[Saved data entries]
BEGIN
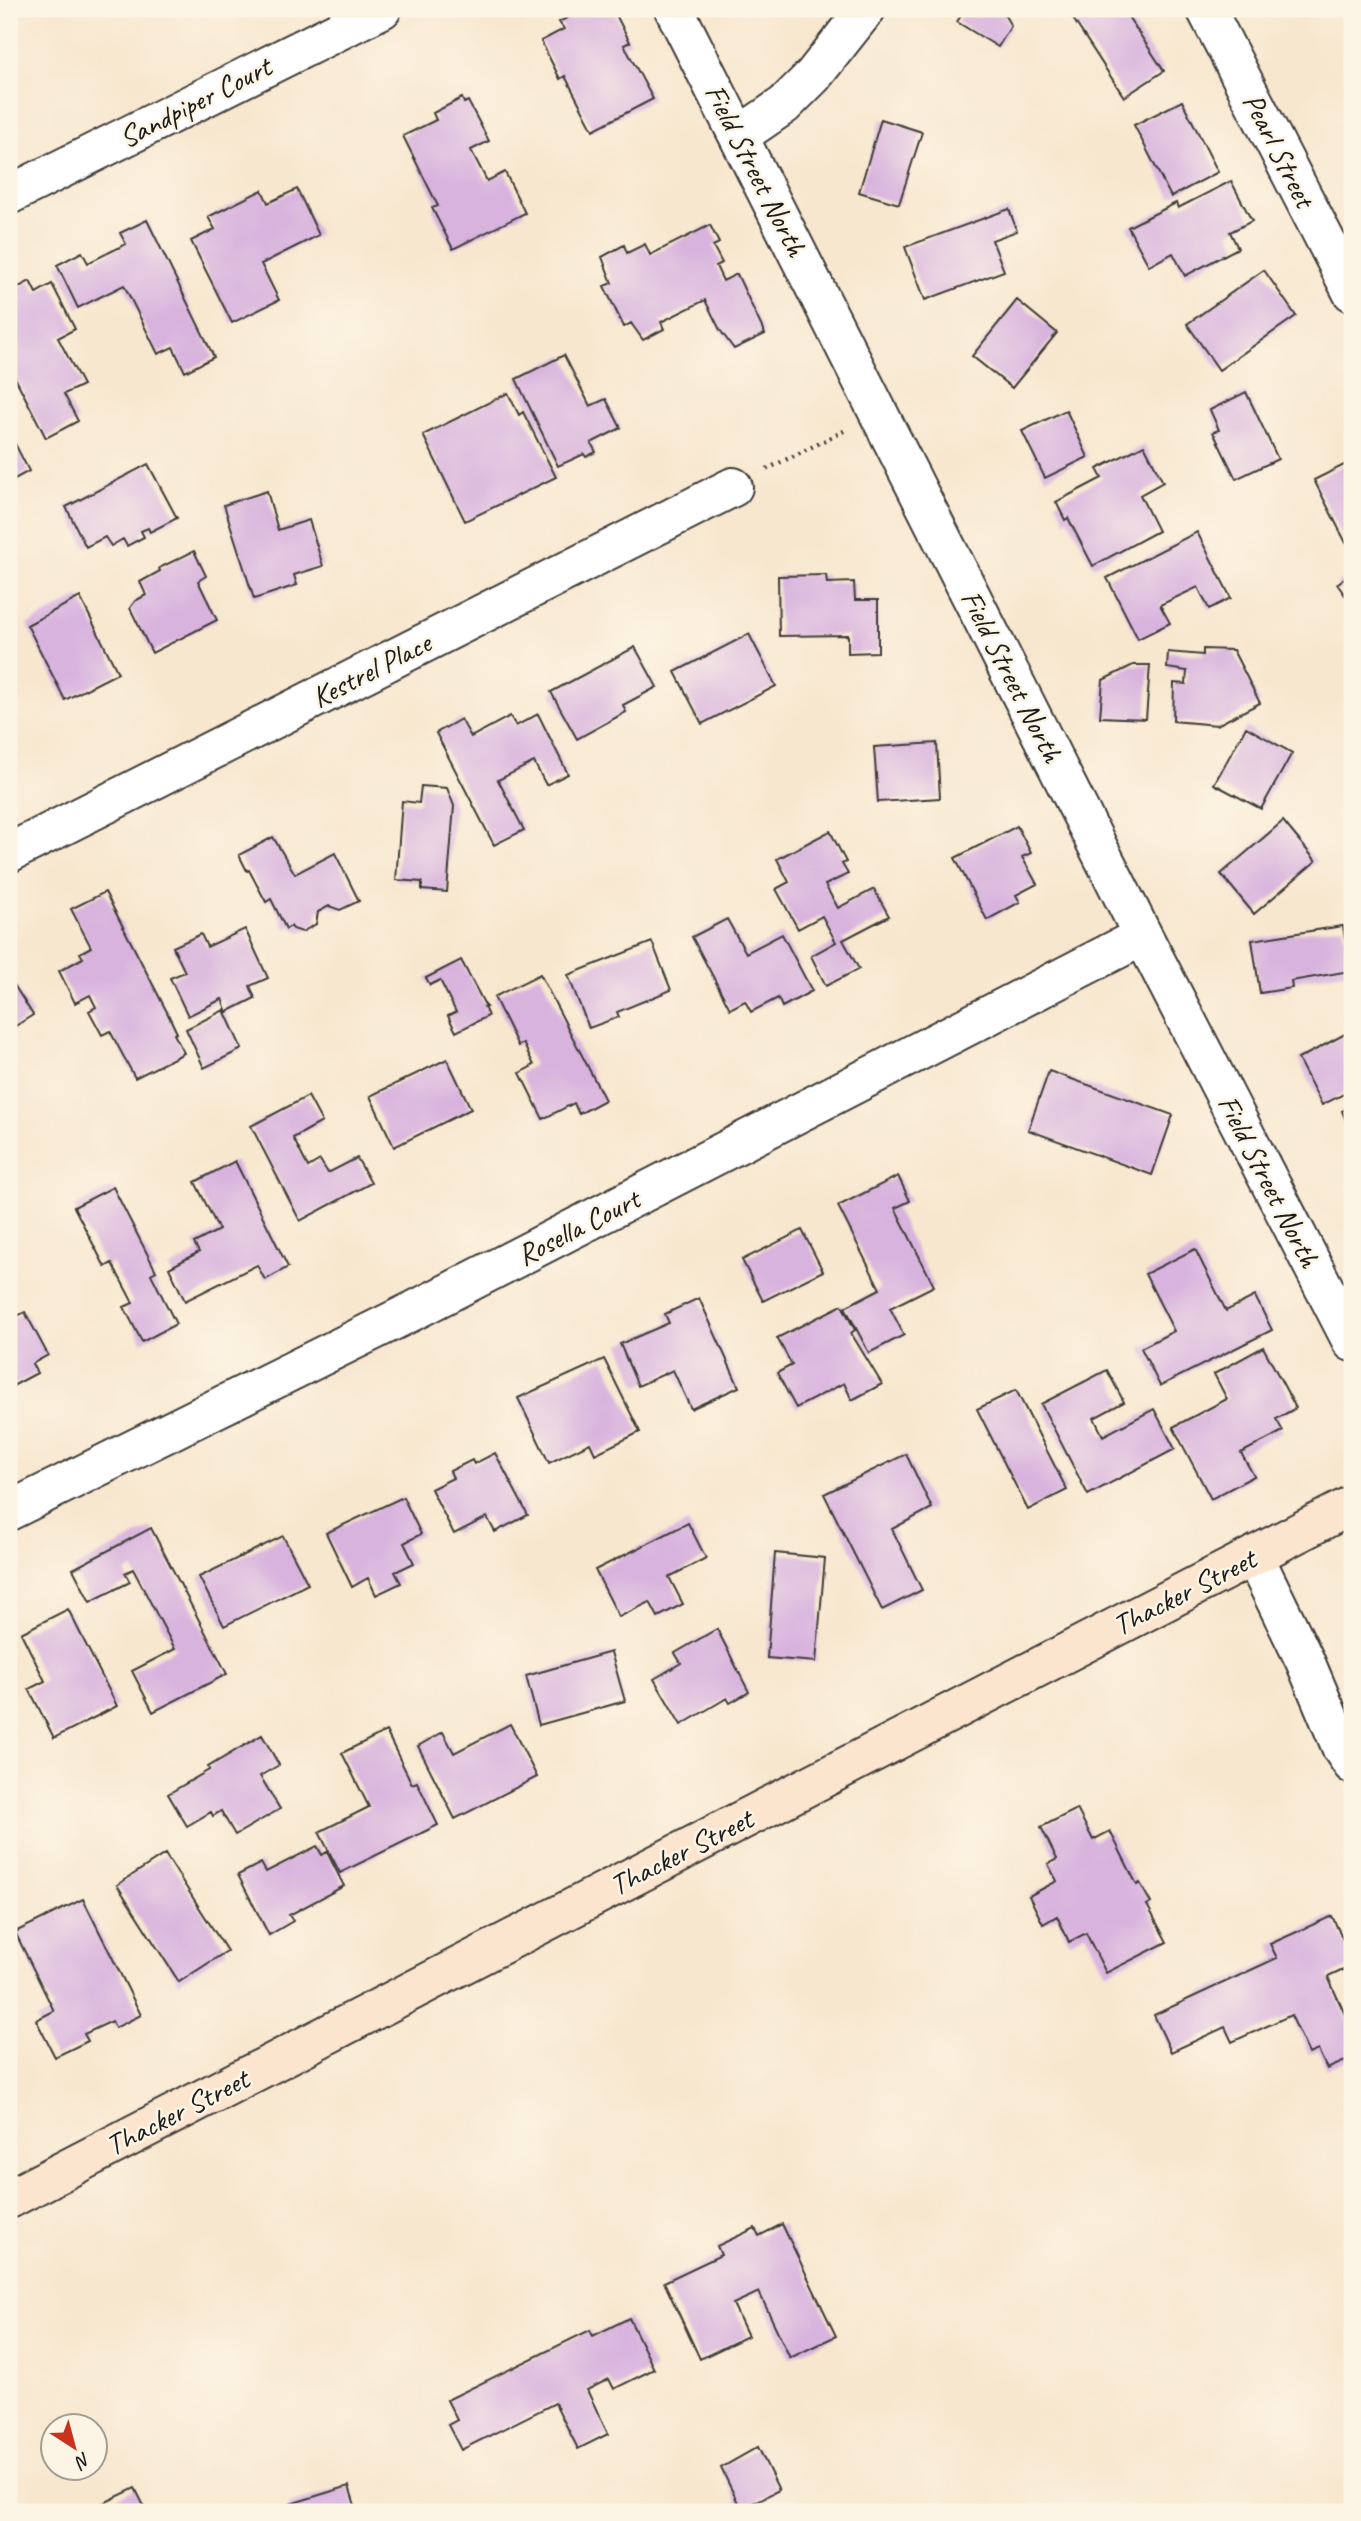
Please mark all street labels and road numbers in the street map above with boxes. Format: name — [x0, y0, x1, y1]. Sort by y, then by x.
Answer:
street label: Sandpiper Court — [113, 46, 280, 156]
street label: Field Street North — [696, 77, 816, 264]
street label: Pearl Street — [1234, 87, 1325, 216]
street label: Field Street North — [952, 583, 1072, 770]
street label: Kestrel Place — [305, 623, 439, 716]
street label: Field Street North — [1209, 1088, 1329, 1275]
street label: Rosella Court — [510, 1179, 648, 1274]
street label: Thacker Street — [1106, 1538, 1265, 1644]
street label: Thacker Street — [603, 1798, 762, 1904]
street label: Thacker Street — [99, 2058, 258, 2164]

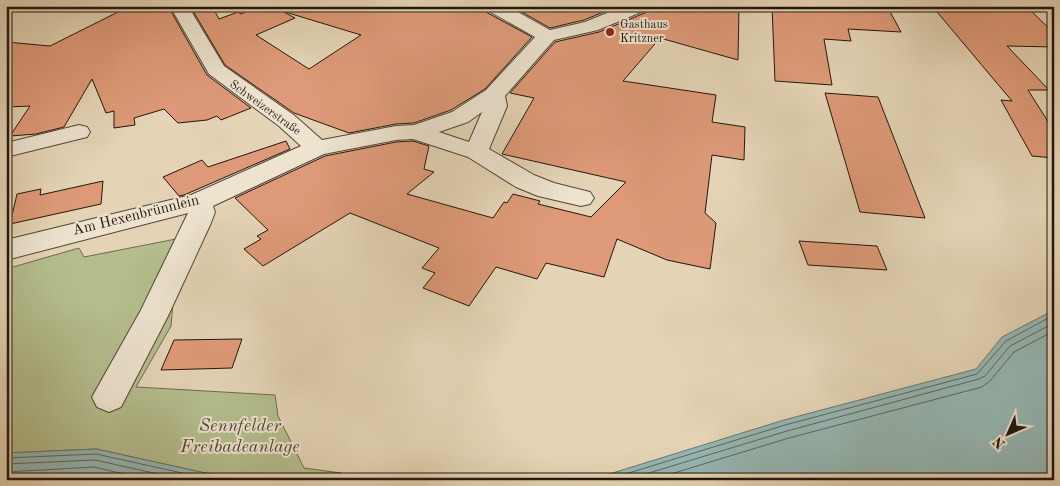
END
§ TASK STATEMENT:
Restate the data above word for word. Skip every picture.

§ RESULT OF THIS EXERCISE:
Please mark all street labels and road numbers in the street map above with boxes. Format: name — [x0, y0, x1, y1]. Sort by y, then by x.
Answer:
street label: Sandpiper Court — [113, 46, 280, 156]
street label: Field Street North — [696, 77, 816, 264]
street label: Pearl Street — [1234, 87, 1325, 216]
street label: Field Street North — [952, 583, 1072, 770]
street label: Kestrel Place — [305, 623, 439, 716]
street label: Field Street North — [1209, 1088, 1329, 1275]
street label: Rosella Court — [510, 1179, 648, 1274]
street label: Thacker Street — [1106, 1538, 1265, 1644]
street label: Thacker Street — [603, 1798, 762, 1904]
street label: Thacker Street — [99, 2058, 258, 2164]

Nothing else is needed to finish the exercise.